If you’ve ever filled out a CAPTCHA you’ve probably done some of that work yourself. In theory, those tests are meant to verify that you’re human, but Google has started using them to collect data for other products too.
Typing out this blurry word could help the character recognition algorithm in Google Books.
Captchas when they ask us to ‘Identify the squares with the car’
These skewed numbers are probably helping confirm an address in Google street view. The most recent CAPTCHA’s ask you to identify all the squares of a picture that have a car in it, at the same time that Google’s Waymo branch is trying to train self-driving cars. Even a simple task like setting a timer with Google Assistant can require an army of contractors manually annotating the data as a recent Guardian investigation showed. Sometimes users do the labeling themselves.
Facebook has some of the best facial recognition data in the world because they already have dozens of pictures of your face. You added them yourself.
Multiply that across billions of users and it’s all the data you need to build a facial recognition system, which can then start automatically tagging your friends in the next set of pictures you upload. Suddenly, Facebook has one of the most advanced facial recognition systems in the world, and they didn’t have to pay a dime for it. When researchers at Google were trying to build a depth-sensing camera, they went even further.
What they really needed were a bunch of videos where mobile cameras explored static space from different angles.
But where would they find that?
Google downloaded 2000 mannequin challenge videos, fed them into an algorithm, and a new kind of depth sensing software was born. Think about it, every minute, 500 new hours of content are added to YouTube. If you’re training an AI that’s a lot of videos to draw on. And there are no copyright restrictions on what you can use for training data. The same goes for websites, images, Wikipedia pages, it’s all just there for the taking.
James Corden’s Mannequin
This has been a huge driving force for the AI boom. These systems need lots of examples to recognize even the most basic patterns. That used to months of data entry, but now you can scrape everything you need from the internet in a matter of hours. And the people who made the mannequin challenge videos, they didn’t think they were encoding depth information. If the researchers hadn’t talked about their training system, it would feel like they’d done it all on their own.

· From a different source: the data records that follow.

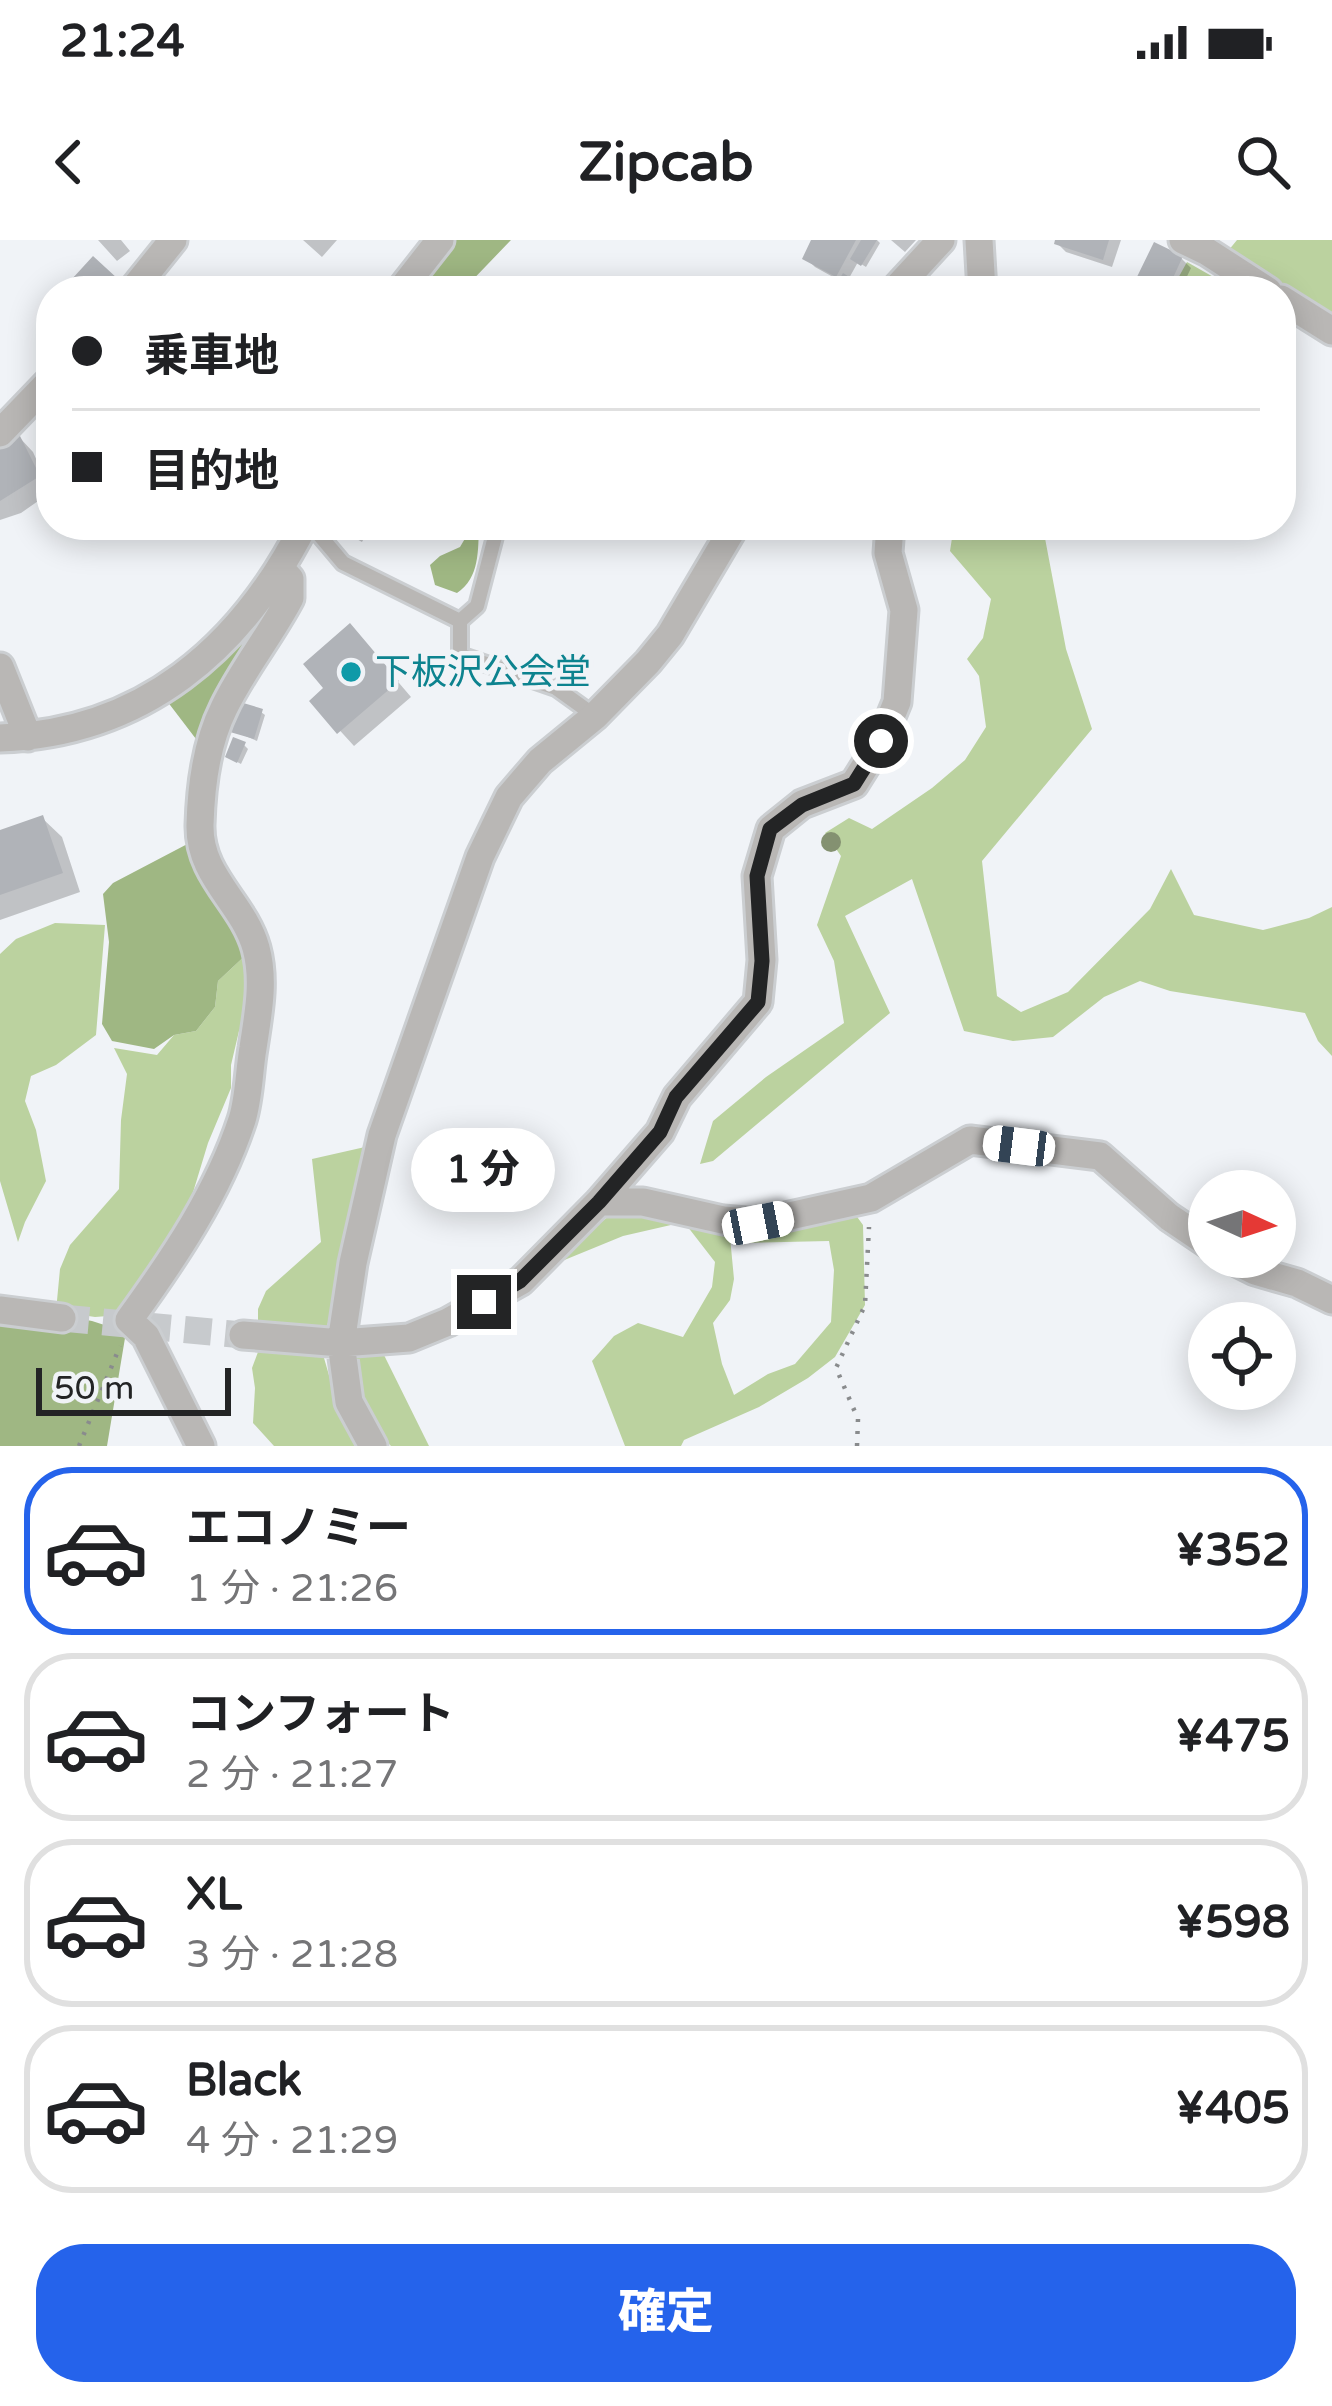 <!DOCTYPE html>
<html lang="ja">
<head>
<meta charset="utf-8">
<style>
	body { margin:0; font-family:"Varela Round","Noto Sans JP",sans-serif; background:#f6f6f6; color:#202124; height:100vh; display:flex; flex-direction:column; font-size:45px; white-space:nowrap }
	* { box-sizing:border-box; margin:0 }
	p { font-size:39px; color:#757577 }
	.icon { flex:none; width:66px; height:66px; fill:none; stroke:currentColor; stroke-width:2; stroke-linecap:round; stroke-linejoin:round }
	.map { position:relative; height:1206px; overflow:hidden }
	.drawer { display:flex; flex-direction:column; background:#fff; flex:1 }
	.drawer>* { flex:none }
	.top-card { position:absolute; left:36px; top:36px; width:1260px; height:264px; border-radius:48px; box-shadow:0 6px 30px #0003; display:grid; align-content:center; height:264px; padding:0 36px; background:#fff }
	.needle { width:78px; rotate:93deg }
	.controls { position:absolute; left:1188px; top:930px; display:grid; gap:24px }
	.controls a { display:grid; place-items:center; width:108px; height:108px; border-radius:50%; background:#fff; box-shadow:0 6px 30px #0003; font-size:60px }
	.scale { position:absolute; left:36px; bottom:30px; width:195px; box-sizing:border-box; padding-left:12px; border:6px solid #232425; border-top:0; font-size:33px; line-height:42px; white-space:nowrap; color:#232425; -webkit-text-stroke:9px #f0f3f7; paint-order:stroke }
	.end { position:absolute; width:54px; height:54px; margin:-27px; border:15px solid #232425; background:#fff; box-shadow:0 0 0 6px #fff }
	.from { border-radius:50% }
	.bubble { position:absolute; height:84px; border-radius:42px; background:#fff; box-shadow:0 6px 30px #0003; font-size:39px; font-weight:800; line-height:84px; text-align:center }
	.car { position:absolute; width:36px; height:72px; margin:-36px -18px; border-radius:15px; box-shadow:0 0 9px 3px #0007; background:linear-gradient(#fff 24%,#345 0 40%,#fff 0 76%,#345 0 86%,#fff 0) }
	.top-card b { display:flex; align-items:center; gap:42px; height:114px; font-size:45px }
	.top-card b+b { border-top:3px solid #e0e0e0 }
	.top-card i { width:30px; height:30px; background:#202124 }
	ul { padding:21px 0 0; list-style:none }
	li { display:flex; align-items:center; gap:36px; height:168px; margin:0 24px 18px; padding:0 12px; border:6px solid #e0e0e0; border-radius:48px }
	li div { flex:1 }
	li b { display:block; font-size:45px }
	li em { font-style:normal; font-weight:800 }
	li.on { border-color:#2563eb }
	li>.icon { width:108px; height:108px; stroke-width:1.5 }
	.primary-button { display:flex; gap:24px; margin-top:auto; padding:24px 36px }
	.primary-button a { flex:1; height:138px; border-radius:48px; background:#2563eb; color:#fff; font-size:48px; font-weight:800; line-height:138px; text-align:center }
	.status { display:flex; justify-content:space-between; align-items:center; height:84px; padding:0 60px; background:#fff; direction:ltr }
	.status svg { height:33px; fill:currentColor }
	header { display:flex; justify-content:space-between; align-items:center; height:156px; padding:0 36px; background:#fff; font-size:54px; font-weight:800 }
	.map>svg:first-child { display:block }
	.green { fill:#bbd29f }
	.forest { fill:#9fb783 }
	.shadow { fill:#0003 }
	.building { fill:#b0b3b8 }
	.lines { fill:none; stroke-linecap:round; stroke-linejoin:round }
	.minor-tunnel { stroke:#c7cacd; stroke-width:27; stroke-dasharray:27 14; stroke-linecap:butt }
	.service-casing { stroke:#cbced1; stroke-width:20 }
	.minor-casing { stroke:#cbced1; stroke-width:33 }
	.path { stroke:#898b8d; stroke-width:4.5; stroke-dasharray:3 9; stroke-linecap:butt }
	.service { stroke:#b9b7b5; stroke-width:14 }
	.minor { stroke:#b9b7b5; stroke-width:27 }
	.tree { fill:#849171 }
	.route { stroke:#232425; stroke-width:15 }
	.culture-dot { fill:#0f9aa8; stroke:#f0f3f7; stroke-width:4.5 }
	.labels { text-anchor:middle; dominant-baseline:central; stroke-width:9; stroke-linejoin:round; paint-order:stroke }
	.culture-label { font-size:36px; fill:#0d838f; stroke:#f0f3f7; text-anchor:start }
</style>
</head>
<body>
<div class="status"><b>21:24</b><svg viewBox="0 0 49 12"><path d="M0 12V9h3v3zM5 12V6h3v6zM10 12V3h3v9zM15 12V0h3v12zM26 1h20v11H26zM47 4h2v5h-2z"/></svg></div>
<header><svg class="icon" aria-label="back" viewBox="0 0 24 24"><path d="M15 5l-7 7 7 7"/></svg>Zipcab<svg class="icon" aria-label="search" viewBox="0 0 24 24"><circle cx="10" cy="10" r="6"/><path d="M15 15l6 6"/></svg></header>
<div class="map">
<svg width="1332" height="1206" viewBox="0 0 1332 1206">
	<rect width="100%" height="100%" fill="#f0f3f7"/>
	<!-- green -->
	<path class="green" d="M 1237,0 L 1332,0 L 1332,80 L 1228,11 Z
		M 1187,22 L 1238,51 L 1171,51 Z
		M 954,285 L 1047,285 L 1044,293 L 1066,409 L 1092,489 L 982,621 L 997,756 L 1021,772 L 1068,752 L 1150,669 L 1171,629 L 1194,675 L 1263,690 L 1309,678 L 1332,667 L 1332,816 L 1318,801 L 1305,773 L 1170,751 L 1140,741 L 1104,757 L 1053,797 L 1013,801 L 964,791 L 912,639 L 845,676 L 890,773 L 713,921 L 700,924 L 713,881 L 766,837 L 844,783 L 834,721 L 817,685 L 841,616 L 825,593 L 849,578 L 872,589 L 932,548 L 965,520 L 986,487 L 979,436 L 967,419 L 983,398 L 991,359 L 950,311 Z
		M 55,683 L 105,685 L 96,795 L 56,825 L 31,836 L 25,861 L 36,890 L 46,941 L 25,982 L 18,1002 L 0,941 L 0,714 L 16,699 Z
		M 249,712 L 251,772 L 239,791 L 231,825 L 231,848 L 208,903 L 184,982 L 127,1067 L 108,1076 L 95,1077 L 56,1071 L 60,1029 L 70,1005 L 119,949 L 121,880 L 127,834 L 114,808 L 157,815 L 174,795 L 196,791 L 215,767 L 218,741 Z
		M 365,907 L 322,1111 L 337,1163 L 359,1206 L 274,1206 L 253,1183 L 255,1148 L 252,1128 L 258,1112 L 258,1069 L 266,1051 L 321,1002 L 312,919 Z
		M 614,972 L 713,977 L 730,997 L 734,1039 L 730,1060 L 713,1083 L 722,1124 L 734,1155 L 768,1134 L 795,1124 L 831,1082 L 834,1030 L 829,1001 L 744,1003 L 737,988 L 855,974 L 863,985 L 865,1065 L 835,1117 L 808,1138 L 759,1167 L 684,1200 L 681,1206 L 625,1206 L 592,1121 L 614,1096 L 638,1083 L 683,1097 L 712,1047 L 715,1022 L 684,982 L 623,996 L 562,1021 L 552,1021 Z
		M 383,1113 L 429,1206 L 391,1206 L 383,1198 L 343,1115 Z"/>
	<!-- forest -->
	<path class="forest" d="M 454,0 L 511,0 L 462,51 L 418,51 Z
		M 473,285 L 479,285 C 478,310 480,338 457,353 L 435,345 L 430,325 L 440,316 L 460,307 Z
		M 276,362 L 206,498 L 196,499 L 167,461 L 239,392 Z
		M 195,600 L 249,712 L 218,741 L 215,767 L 196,791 L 174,795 L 154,809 L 112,801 L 102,784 L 109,702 L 103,654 L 113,643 Z
		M 0,1064 L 92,1081 L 126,1092 L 107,1206 L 0,1206 Z"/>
	<!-- shadow -->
	<path class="shadow" d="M 98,0 L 121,0 L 130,11 L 117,21 Z
		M 303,0 L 337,0 L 322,17 Z
		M 814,0 L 877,0 L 880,3 L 866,27 L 858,22 L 848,40 L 857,45 L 860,51 L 836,51 L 842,42 L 815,27 L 806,18 Z
		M 891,0 L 916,0 L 905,12 Z
		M 1058,0 L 1121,0 L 1112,27 L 1066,12 L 1057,3 Z
		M 1155,6 L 1182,19 L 1191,28 L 1180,51 L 1146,51 L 1138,43 Z
		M 19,197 L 33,212 L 51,252 L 21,273 L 0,280 L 0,209 Z
		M 345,285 L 366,285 L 369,288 L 362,302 L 346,293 Z
		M 364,402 L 411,457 L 354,506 L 313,461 Z
		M 261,472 L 265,475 L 257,501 L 234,491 Z
		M 244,505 L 248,509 L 241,524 L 228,517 Z
		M 42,578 L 62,597 L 80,652 L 0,680 L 0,593 Z"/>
	<!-- building -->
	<path class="building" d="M 811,0 L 856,0 L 836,37 L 802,19 Z
		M 861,0 L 877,0 L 861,26 L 850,19 Z
		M 1055,0 L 1109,0 L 1103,20 L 1054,4 Z
		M 1154,2 L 1183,16 L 1167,51 L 1150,51 L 1134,43 Z
		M 93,16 L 118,39 L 108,51 L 61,51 Z
		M 843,33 L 859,43 L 854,51 L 833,51 Z
		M 19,194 L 40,236 L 0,261 L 0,205 Z
		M 341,285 L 366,285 L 357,300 L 338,290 Z
		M 350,383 L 399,441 L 337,494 L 309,461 L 323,448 L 303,424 Z
		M 240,462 L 263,469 L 254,499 L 230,492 Z
		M 233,497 L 246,502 L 237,523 L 225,517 Z
		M 43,575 L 63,633 L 0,655 L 0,590 Z"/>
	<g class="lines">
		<!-- minor-tunnel -->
		<path class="minor-tunnel" d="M 62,1078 L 243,1095"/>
		<!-- service casing -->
		<g class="service-casing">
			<path id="service" d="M 311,285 L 343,323 L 460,381 L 460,415 L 556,448 L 595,476
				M 460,381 L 477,366 L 498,285"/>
		</g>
		<!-- minor casing -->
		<g class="minor-casing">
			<path id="minor" d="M 979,0 L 982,51
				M 1183,0 L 1206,11 L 1268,51
				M 132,51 L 173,0
				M 400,51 L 440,0
				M 894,51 L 941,0
				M 1281,59 L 1332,91
				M 0,193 L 51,140
				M 0,427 L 28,497
				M 0,498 C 143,493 241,409 304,285
				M 599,962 L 643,962 L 723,980 L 758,983 L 871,958 L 970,900 L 1100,916 L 1169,977 L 1209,1004
				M 1227,1017 L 1255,1031 L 1297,1043 L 1332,1060
				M 0,1070 L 62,1078
				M 243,1095 L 341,1103 L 409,1098 L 448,1082 L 521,1041 L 599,962 L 660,892 L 677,857 L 758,762 L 762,720 L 757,636 L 771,589 L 802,564 L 854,544 L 881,501 L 897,462 L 904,370 L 888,313 L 890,285
				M 201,1206 L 146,1096 L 129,1080 C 174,1018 218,953 242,880 C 249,858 249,831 253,808 C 258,774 265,741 256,708 C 243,662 199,637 200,585 C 201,548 207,502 224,468 C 242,430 270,396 290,358 L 290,339 L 281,329
				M 373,1206 L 349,1162 L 341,1103 L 353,1023 L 382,895 L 480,617 L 509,557 L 540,521 L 595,476 L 648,422 L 670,395 L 735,285"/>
		</g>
		<!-- path -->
		<path class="path" d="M 79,1206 L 120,1106
			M 857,1206 L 858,1179 L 836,1128 L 865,1065 L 869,987"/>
		<!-- service -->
		<use href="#service" class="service"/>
		<!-- minor -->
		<use href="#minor" class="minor"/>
	</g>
	<!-- trees -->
	<circle class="tree" cx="831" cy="602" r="10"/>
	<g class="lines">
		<!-- route -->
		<path class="route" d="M 484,1062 L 520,1041 L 599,962 L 660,892 L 676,857 L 758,762 L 762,721 L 757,636 L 770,589 L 802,565 L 854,544 L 881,501"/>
	</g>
	<!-- markers -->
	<circle class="culture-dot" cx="351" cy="432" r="12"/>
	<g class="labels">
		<!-- culture labels -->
		<g class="culture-label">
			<text x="375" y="432">下板沢公会堂</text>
		</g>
	</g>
</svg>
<div class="controls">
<a><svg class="needle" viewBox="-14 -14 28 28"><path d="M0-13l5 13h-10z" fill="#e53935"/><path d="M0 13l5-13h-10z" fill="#757577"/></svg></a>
<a><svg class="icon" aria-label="locate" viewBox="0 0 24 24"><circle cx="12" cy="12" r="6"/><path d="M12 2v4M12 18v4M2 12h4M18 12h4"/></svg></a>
</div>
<div class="scale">50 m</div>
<i class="end from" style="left:881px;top:501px"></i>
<i class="end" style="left:484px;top:1062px"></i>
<div class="bubble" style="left:411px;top:888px;width:144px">1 分</div>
<i class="car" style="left:1019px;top:906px;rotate:277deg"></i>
<i class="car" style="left:758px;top:983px;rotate:79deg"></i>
<div class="top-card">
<b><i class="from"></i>乗車地</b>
<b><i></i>目的地</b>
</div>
</div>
<section class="drawer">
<ul>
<li class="on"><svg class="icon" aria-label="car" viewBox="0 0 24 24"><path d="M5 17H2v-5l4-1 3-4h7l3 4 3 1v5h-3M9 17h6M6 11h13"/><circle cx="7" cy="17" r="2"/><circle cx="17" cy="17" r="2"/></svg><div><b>エコノミー</b><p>1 分 · 21:26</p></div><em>¥352</em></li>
<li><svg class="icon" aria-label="car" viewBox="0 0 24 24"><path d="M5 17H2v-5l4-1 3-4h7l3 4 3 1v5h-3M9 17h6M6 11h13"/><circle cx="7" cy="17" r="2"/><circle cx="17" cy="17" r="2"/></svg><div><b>コンフォート</b><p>2 分 · 21:27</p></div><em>¥475</em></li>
<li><svg class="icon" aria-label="car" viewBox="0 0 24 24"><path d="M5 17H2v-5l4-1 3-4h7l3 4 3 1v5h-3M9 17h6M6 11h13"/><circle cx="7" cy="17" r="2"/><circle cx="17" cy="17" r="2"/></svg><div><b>XL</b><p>3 分 · 21:28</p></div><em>¥598</em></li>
<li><svg class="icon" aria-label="car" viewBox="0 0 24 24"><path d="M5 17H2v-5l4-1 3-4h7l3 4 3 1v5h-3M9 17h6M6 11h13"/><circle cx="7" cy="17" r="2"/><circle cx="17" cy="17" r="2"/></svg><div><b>Black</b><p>4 分 · 21:29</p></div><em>¥405</em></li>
</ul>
<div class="primary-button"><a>確定</a></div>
</section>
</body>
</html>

The remarkable thing about AI systems is that even though they are built on a foundation of human intelligence, they regularly transcend that, and do something that surprises us or goes beyond what we thought was possible.
One fantastic example of this is the AlphaGo program, which was designed by DeepMind, which was Google’s AI lab in London. And in 2016 and 2017 it played and beat the human champions of the ancient board game Go. There’s one particularly famous moment is now known simply as move 37. It was a move that was so unusual, so counter to human expectations, that the matches commentators thought it was a mistake. But it wasn’t. It was a beautiful play, that completely undermined Lee’s match, and led to Alpha Go winning the game. And it was something that humans couldn’t teach. It was something that the machine had learned by itself.
Yes, it started from a foundation of human intelligence, but it went beyond that. This, I think is where people get so excited by AI, we are a long long way away from building computers that are as flexibly intelligent and sophisticated as humans, but we can still build algorithms and systems that exceed human intelligence, even in very specific domains.
But that’s AI at its best. The flip side is when an app needs a description of what’s in a photo, and the photo recognizing algorithm just doesn’t work. So you get a human being to fill it in, usually through a post on Mechanical Turk. That’s a very old trick, going all the way back to the machine that gave the site its name. The original mechanical Turk was this guy, a master chess-playing robot.
Hundreds of years before there was anything we would think of as a computer. The Turk could beat most chess players, playing so well that people thought it was a technological marvel. But, really it was just a trick. There was a human being inside, hiding under the table and directing the moves from below. It was a human being, dressed up like a machine. A trick no-one had thought of until then. And as Amazon can tell you, the trick still works.